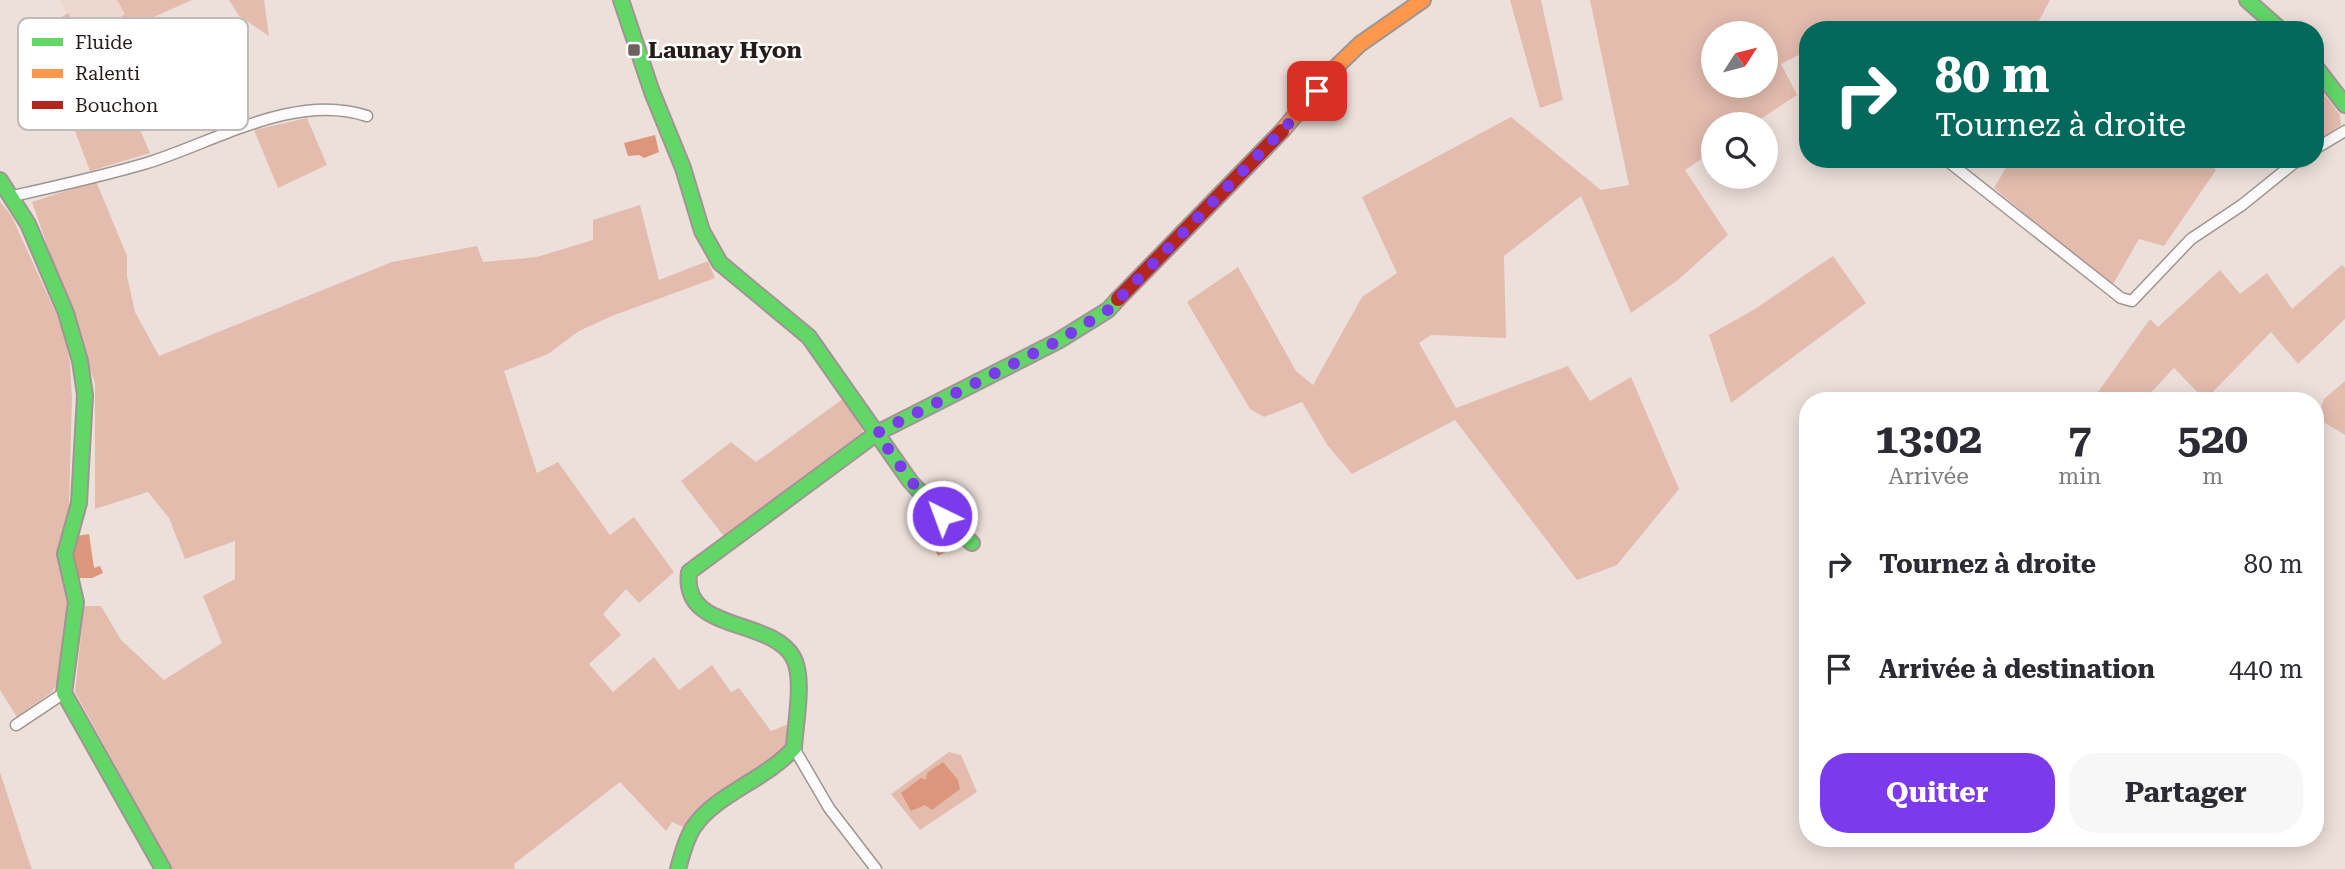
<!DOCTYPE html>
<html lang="fr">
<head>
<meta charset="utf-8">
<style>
	body { margin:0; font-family:"Roboto Serif",serif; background:#f7f7f7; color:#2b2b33; height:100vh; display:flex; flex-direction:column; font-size:26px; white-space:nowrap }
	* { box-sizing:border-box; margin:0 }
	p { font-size:23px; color:#7c7c81 }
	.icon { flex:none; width:38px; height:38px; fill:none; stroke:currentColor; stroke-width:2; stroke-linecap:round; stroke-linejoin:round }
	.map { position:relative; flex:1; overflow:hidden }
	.details { position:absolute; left:1799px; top:392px; width:525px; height:455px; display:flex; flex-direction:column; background:#fff; border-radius:28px; box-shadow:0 4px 18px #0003 }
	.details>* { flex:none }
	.top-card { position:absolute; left:1799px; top:21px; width:525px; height:147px; border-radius:28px; box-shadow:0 4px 18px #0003; background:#00695c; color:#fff; overflow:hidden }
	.needle { width:46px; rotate:54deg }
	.fabs { position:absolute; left:1701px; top:21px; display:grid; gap:14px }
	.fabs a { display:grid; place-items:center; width:77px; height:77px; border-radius:50%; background:#fff; box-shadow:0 4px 18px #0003; font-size:35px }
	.pin { position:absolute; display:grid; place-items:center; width:60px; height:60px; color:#fff; margin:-30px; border-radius:14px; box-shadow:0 4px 10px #0006 }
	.me { position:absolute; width:77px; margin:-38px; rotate:318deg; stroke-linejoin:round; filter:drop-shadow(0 0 5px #0008) }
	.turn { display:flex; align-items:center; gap:24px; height:147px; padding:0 21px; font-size:32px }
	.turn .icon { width:91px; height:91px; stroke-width:2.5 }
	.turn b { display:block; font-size:49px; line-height:60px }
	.eta { display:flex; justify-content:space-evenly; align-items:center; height:119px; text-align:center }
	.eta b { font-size:42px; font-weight:700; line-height:49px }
	.button { display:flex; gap:14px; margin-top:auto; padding:14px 21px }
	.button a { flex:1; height:80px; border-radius:28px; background:#7c3aed; color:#fff; font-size:28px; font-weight:700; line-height:80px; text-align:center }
	.button a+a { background:#f7f7f7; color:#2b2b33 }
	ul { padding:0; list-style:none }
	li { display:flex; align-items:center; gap:21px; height:105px; padding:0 21px }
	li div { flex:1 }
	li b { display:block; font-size:26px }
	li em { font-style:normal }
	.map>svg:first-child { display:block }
</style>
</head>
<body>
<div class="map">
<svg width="2345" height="869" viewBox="0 0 2345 869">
	<rect width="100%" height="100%" fill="#ede0db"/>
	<path fill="#eed7ce" d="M59 0H117L126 14 85 42Z"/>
	<path fill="#e3bcae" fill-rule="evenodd" d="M117 0H192L102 40 104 50 40 86 19 44 68 13 86 41 125 14Z
		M229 0H264L269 36 239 16Z
		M1510 0H1541L1563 100 1540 108Z
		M1590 0H2050L2034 30H1808V50L1781 64 1797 95 1753 124H1713V151L1685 170 1728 235 1678 280 1631 313 1581 196 1504 256 1506 338 1431 335 1419 343 1456 408 1568 366 1590 401 1631 377 1679 489 1617 565 1577 580 1455 420 1352 474 1328 446 1302 402 1264 417 1250 409 1187 302 1238 267 1296 371 1313 385 1362 297 1397 273 1362 197 1511 117 1601 190 1629 185ZM1713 33H1766V86H1713Z
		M118 78 150 153 90 171 69 115 103 84Z
		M2317 85 2340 115 2341 125 2315 143Z
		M307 118 327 165 278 188 254 130Z
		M2011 159H2205L2216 170 2164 246 2139 239 2112 286 1994 188Z
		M96 181 127 256V276L135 312 159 356 392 262 477 246 483 262 537 257 593 240V220L640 205 659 280 708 261 715 278 612 316 579 331 548 354 504 371 537 473 558 462 610 535 634 517 674 572 639 603 626 589 603 614 621 635 589 664 613 692 654 657 679 690 712 665 731 692 739 688 771 731 791 723 788 746 772 768 687 829 672 822 666 831 620 782 514 864 515 869H172L75 692 84 606H101L121 640 164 680 222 643 203 596 235 579V541L185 559 169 518 148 492 95 509V383L32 202Z
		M0 201 12 217 64 331 70 363 72 399 69 507 57 554 70 603 58 682 52 692 17 717 0 690Z
		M1833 256 1866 303 1731 403 1709 335 1755 309Z
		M2342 265 2345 268V319L2298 364 2271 332 2205 400 2174 368 2143 401H2100L2096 395 2150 319 2158 327 2220 270 2240 294 2267 273 2292 309Z
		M2345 381V435L2317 418 2324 399Z
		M844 398 863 428 860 440 726 539 681 481 731 442 756 462Z
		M949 752 961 755 977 792 920 830 891 794Z
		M0 772 29 861 32 869H0Z"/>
	<path fill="#db967b" d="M655 135 659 152 644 158 639 155 628 156 624 143Z
		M931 509 956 541 952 549 938 556 920 521Z
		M89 534 94 568 100 566 103 573 92 578H77C70 565 70 549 77 536Z
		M943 762 958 780 960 789 932 810 925 805 911 811 901 793 921 778 926 780 927 773Z"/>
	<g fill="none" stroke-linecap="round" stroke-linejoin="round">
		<defs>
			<path id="street" d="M2315 149 2345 131
				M1945 159 2121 298 2132 301 2191 239 2242 205 2299 159
				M13 196C58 186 103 176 147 163 215 142 295 92 367 116
				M16 725 64 693
				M794 748 829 808 876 869"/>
			<path id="fast" d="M621 0 652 92 683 168 702 231 720 263 809 337 910 481 953 528 972 543
				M2247 0 2281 30
				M2315 66 2345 105
				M0 180 28 224 66 313 80 361 85 395 79 503 65 554 76 602 64 693 163 869
				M678 869C682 855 685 841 693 828 715 794 766 780 794 748 795 725 805 677 793 657 770 617 681 633 689 572L877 433 1058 341 1108 310 1118 299"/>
			<path id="slow" d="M1282 131 1333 70 1360 44 1423 0"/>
			<path id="jam" d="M1118 299 1282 131"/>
		</defs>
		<use href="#street" stroke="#9f9592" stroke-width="13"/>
		<use href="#fast" stroke="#9f9592" stroke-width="18"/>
		<use href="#slow" stroke="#9f9592" stroke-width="18"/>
		<use href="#jam" stroke="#9f9592" stroke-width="18"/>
		<use href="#street" stroke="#fcfafa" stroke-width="10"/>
		<use href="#fast" stroke="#63d668" stroke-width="14"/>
		<use href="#slow" stroke="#ff974d" stroke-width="14"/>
		<use href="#jam" stroke="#b3261e" stroke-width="14"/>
	</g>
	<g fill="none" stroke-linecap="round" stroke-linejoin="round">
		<path stroke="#7c3aed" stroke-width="12" stroke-dasharray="0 21.6" d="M942 516 911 481 877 433 1058 341 1108 310 1300 112 1317 91"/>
	</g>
	<rect fill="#6c615e" stroke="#fff" stroke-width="2.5" x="627" y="43" width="14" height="14" rx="3.5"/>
	<g text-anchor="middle" stroke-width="5" stroke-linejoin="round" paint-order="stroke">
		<g font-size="23" font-weight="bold" fill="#261d1a" stroke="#fff" text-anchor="start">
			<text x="648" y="58">Launay Hyon</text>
		</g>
	</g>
	<rect x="18" y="18" width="230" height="112" rx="10" fill="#fff" stroke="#bebbba" stroke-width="2"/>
	<rect x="32" y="38" width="31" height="8" fill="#63d668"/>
	<rect x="32" y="69" width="31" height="9" fill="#ff974d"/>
	<rect x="32" y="101" width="31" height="8" fill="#b3261e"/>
	<g font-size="19" fill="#261d1a">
		<text x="75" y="49">Fluide</text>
		<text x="75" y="80">Ralenti</text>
		<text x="75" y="112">Bouchon</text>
	</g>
</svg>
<div class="fabs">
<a><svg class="needle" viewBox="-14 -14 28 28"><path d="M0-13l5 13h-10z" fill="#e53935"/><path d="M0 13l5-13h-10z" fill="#7c7c81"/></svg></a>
<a><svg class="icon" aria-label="search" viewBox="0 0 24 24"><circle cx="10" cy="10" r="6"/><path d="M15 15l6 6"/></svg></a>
</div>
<div class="pin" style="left:1317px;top:91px;background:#d93025"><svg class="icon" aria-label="arrive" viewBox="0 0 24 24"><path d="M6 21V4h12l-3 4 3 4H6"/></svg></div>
<svg class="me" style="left:942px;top:516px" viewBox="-20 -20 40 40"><circle r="17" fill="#7c3aed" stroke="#fff" stroke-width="3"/><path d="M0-11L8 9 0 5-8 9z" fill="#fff"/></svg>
<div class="top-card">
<div class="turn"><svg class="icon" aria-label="right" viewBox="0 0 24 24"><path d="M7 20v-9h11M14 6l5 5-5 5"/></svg><div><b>80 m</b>Tournez à droite</div></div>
</div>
<section class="details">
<div class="eta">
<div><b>13:02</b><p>Arrivée</p></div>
<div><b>7</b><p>min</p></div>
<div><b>520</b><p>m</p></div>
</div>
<ul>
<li><svg class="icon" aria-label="right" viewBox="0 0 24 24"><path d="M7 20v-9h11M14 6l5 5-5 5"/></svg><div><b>Tournez à droite</b></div><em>80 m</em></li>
<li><svg class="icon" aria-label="arrive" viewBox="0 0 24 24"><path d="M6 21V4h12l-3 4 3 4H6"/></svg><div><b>Arrivée à destination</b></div><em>440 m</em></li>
</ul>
<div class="button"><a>Quitter</a><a>Partager</a></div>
</section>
</div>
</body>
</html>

⁂

EXERCISE DIRECTIONS. Please go through the data above and copy every line that has the word "overflow".

ANSWER SPACE.
	.map { position:relative; flex:1; overflow:hidden }
	.top-card { position:absolute; left:1799px; top:21px; width:525px; height:147px; border-radius:28px; box-shadow:0 4px 18px #0003; background:#00695c; color:#fff; overflow:hidden }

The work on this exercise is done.